The Income tax Department is likely to reopen old cases related to land deals and redevelopment where entities tried to escape paying taxes amounting to crores by using the ambit of partnership firms.
The Supreme Court (SC) last week plugged this loophole which allowed entities to evade tax by saying that “capital gain tax” would be imposed on revaluation of such firms.
How did the entities evade tax?
The entities would evade tax through revaluation – by holding the real estate assets through a partnership, then revaluing the properties at the prevailing market price. New partners were then brought in who would infuse cash into the firm. The old partners would then withdraw the money after crediting their capital accounts of their share of the profits – which is allowed for partnership firms.
By using such a method, all stamp duty, capital gains and income tax accruing in a plain property sale or transfer were evaded. The new partners were then allowed to control the firm in which money was transferred.

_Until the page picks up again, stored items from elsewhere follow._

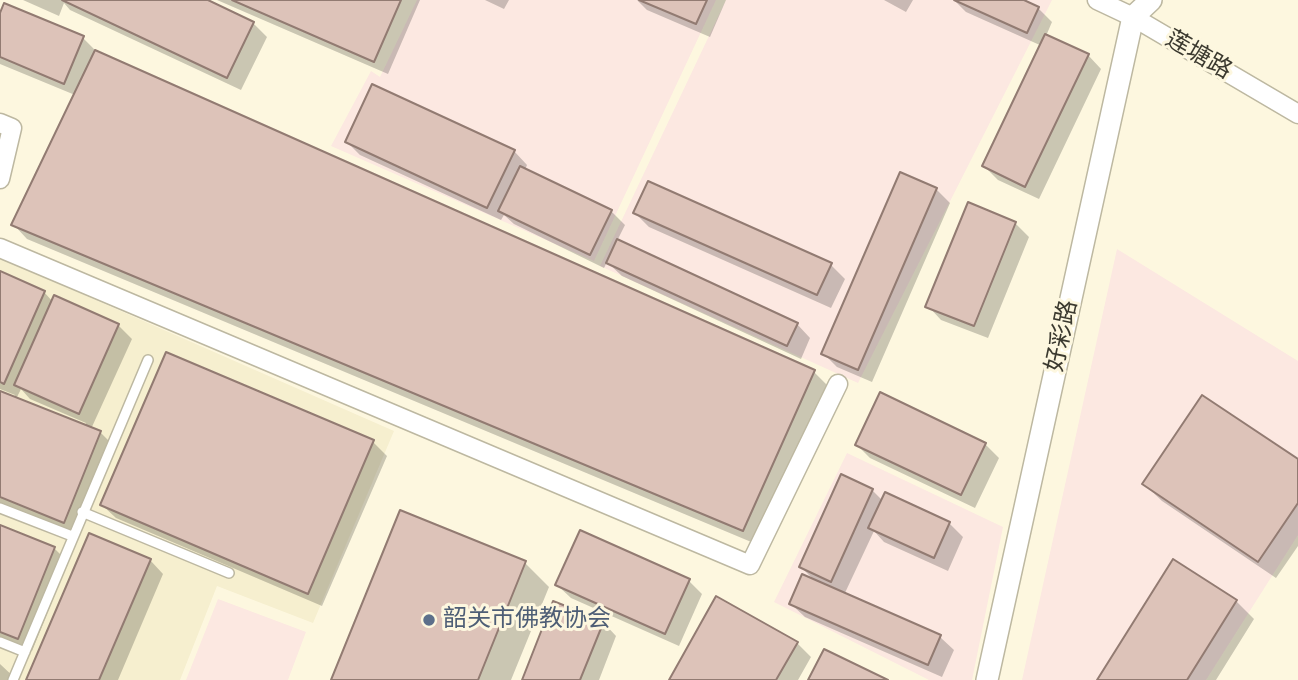 <!DOCTYPE html>
<html>
<head>
<meta charset="utf-8">
<style>
	body { margin:0 }
	canvas { display:block; background:#fdf7df }
</style>
</head>
<body>
<canvas width="1298" height="680"></canvas>
<script>
const g = document.querySelector('canvas').getContext('2d');
g.lineJoin = 'round';
function paint(path, color) {
  g.fillStyle = color;
  g.fill(path, 'evenodd');
}
function shape(rows) {
  const path = new Path2D();
  for (const r of rows) {
    path.moveTo(r[0], r[1]);
    for (let i = 2; i < r.length; i += 2) path.lineTo(r[i], r[i + 1]);
  }
  return path;
}
function strokePath(path, color, width, dash) {
  g.strokeStyle = color;
  g.lineWidth = width;
  g.lineCap = dash ? 'butt' : 'round';
  g.setLineDash(dash || []);
  g.stroke(path);
}
function write(font, color, halo, rows, align = 'center') {
  g.font = font + ' "Titillium Web","Noto Sans SC",sans-serif';
  g.lineWidth = 6;
  g.setLineDash([]);
  g.textBaseline = 'middle';
  g.strokeStyle = halo;
  g.fillStyle = color;
  for (const [text, x, y, turn = 0] of rows) {
    g.save();
    g.translate(x, y);
    g.rotate((+turn || 0) * Math.PI / 180);
    g.textAlign = isNaN(turn) ? turn : align;
    if (halo) g.strokeText(text, 0, 0);
    g.fillText(text, 0, 0);
    g.restore();
  }
}
const built = shape([
	[0,258,394,431,313,623,217,586,180,680,0,680]
]);
const industrial = shape([
	[417,0,716,0,594,261,331,146,371,71,380,77],
	[726,0,1052,0,858,383,600,266],
	[1117,249,1298,361,1298,535,1206,680,1022,680],
	[847,453,1003,527,972,680,929,680,774,602],
	[218,599,306,632,288,680,186,680]
]);
const shadow = shape([
	[23,0,203,0,253,23,267,37,241,90,70,10,64,3,59,16],
	[217,0,420,0,388,74],
	[485,0,509,0,504,9],
	[637,0,726,0,710,37,647,10],
	[884,0,913,0,906,12],
	[954,0,1019,0,1038,8,1052,22,1046,36,1088,55,1101,69,1039,199,998,180,984,166,1042,46,966,12],
	[0,17,83,38,97,52,814,372,828,386,756,544,27,239,14,225,75,95,0,64],
	[347,142,514,151,527,165,525,170,611,211,625,225,617,241,797,324,810,338,801,359,622,276,607,262,604,268,514,224,504,215,501,220,360,155],
	[936,189,950,203,872,382,837,367,823,353],
	[635,213,831,265,845,279,831,308,649,227],
	[1015,223,1029,237,988,338,941,320,928,306],
	[0,273,44,292,53,302,118,325,132,339,91,429,100,432,114,446,78,535,0,504,0,393,13,398,15,395,0,389],
	[21,389,30,399,86,423,85,426,16,399],
	[373,442,387,456,322,606,116,518,102,505],
	[985,444,999,458,975,508,870,458,857,445],
	[1298,461,1298,546,1276,578,1162,501,1144,484],
	[872,490,883,501,949,523,963,537,948,571,884,542,874,531,844,595,940,637,954,650,942,677,805,617,791,604,816,582,801,567],
	[0,527,54,548,68,562,32,651,0,639],
	[150,560,163,574,118,680,28,680],
	[525,563,549,587,511,680,332,680],
	[689,581,702,594,679,646,571,598,557,585],
	[1236,601,1254,619,1216,680,1099,680],
	[603,622,616,636,599,680,524,680],
	[797,643,811,657,798,680,671,680],
	[0,664,16,679,16,680,0,680]
]);
const building = shape([
	[62,0,208,0,254,22,227,78,62,0],
	[232,0,401,0,374,62,232,0],
	[639,0,707,0,696,24,639,0],
	[954,0,1024,0,1039,7,1027,33,954,0],
	[4,3,84,36,64,84,0,57,0,13,4,3],
	[1045,34,1089,54,1025,187,982,166,1045,34],
	[95,50,815,370,743,531,11,225,95,50],
	[372,84,515,150,487,208,345,142,372,84],
	[520,166,612,210,590,255,498,211,520,166],
	[900,172,937,188,858,370,821,354,900,172],
	[648,181,832,263,817,295,633,213,648,181],
	[968,202,1016,222,974,326,925,307,968,202],
	[617,239,798,323,787,346,606,263,617,239],
	[0,271,45,291,4,384,0,382,0,271],
	[54,295,119,324,79,414,14,385,54,295],
	[166,352,374,440,308,594,100,505,166,352],
	[0,391,101,431,64,523,0,497,0,391],
	[880,392,986,443,961,495,855,445,880,392],
	[1202,395,1298,459,1298,503,1258,562,1142,484,1202,395],
	[841,474,873,489,831,582,799,567,841,474],
	[885,492,950,522,934,558,868,528,885,492],
	[400,510,526,561,478,680,331,680,400,510],
	[0,525,55,547,18,639,0,632,0,525],
	[580,530,690,579,665,634,555,585,580,530],
	[89,533,151,559,99,680,26,680,89,533],
	[1173,559,1237,600,1187,680,1097,680,1173,559],
	[802,574,941,635,928,665,789,604,802,574],
	[716,596,798,642,776,680,669,680,716,596],
	[553,601,604,621,580,680,522,680,553,601],
	[824,649,888,680,808,680,824,649]
]);
const service = shape([
	[0,508,72,536],
	[82,512,229,573],
	[0,642,25,652],
	[13,680,148,360]
]);
const minor = shape([
	[1097,0,1133,17,1298,114],
	[0,123,12,128,0,179],
	[0,248,750,565,838,384]
]);
const tertiary = shape([
	[987,680,1133,17,1151,0]
]);
const markers = [
	[429,620,7,"#5c6f8a"]
];
const streetNames = [
	["莲塘路",1198,56,30],
	["好彩路",1063,336,-78]
];
const serviceNames = [
	["韶关市佛教协会",443,620]
];
paint(built, '#f6efcf');
paint(industrial, '#fce8e1');
paint(shadow, '#0003');
paint(building, '#ddc3b9');
strokePath(building, '#927b72', 2);
strokePath(service, '#bdb8a1', 12);
strokePath(minor, '#bdb8a1', 21);
strokePath(tertiary, '#bdb8a1', 24);
strokePath(service, '#fff', 9);
strokePath(minor, '#fff', 18);
strokePath(tertiary, '#fff', 21);
for (const [x, y, r, color] of markers) {
  const dot = new Path2D();
  dot.arc(x, y, r, 0, 2 * Math.PI);
  g.fillStyle = color;
  g.fill(dot);
  strokePath(dot, '#fdf7df', 2.5);
}
write('24px', '#3b392f', '#fdf7df', streetNames);
write('24px', '#4e5e75', '#fdf7df', serviceNames, 'left');
</script>
</body>
</html>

Last week, the SC said that the surplus through revaluation would be taxable in such firms as transfer and a “capital gains tax” would be imposed.
Hence, post revaluation, the firm would face a tax liability and the old partners – who were the ultimate owners of the property and as the `sellers’ – can no longer escape paying tax while taking out funds put in by new partners or the ‘buyers’ joining the firm.
Now, since the SC has ruled in favour of the tax department, the department is likely to start looking into past transactions and past assessments are likely to be reopened.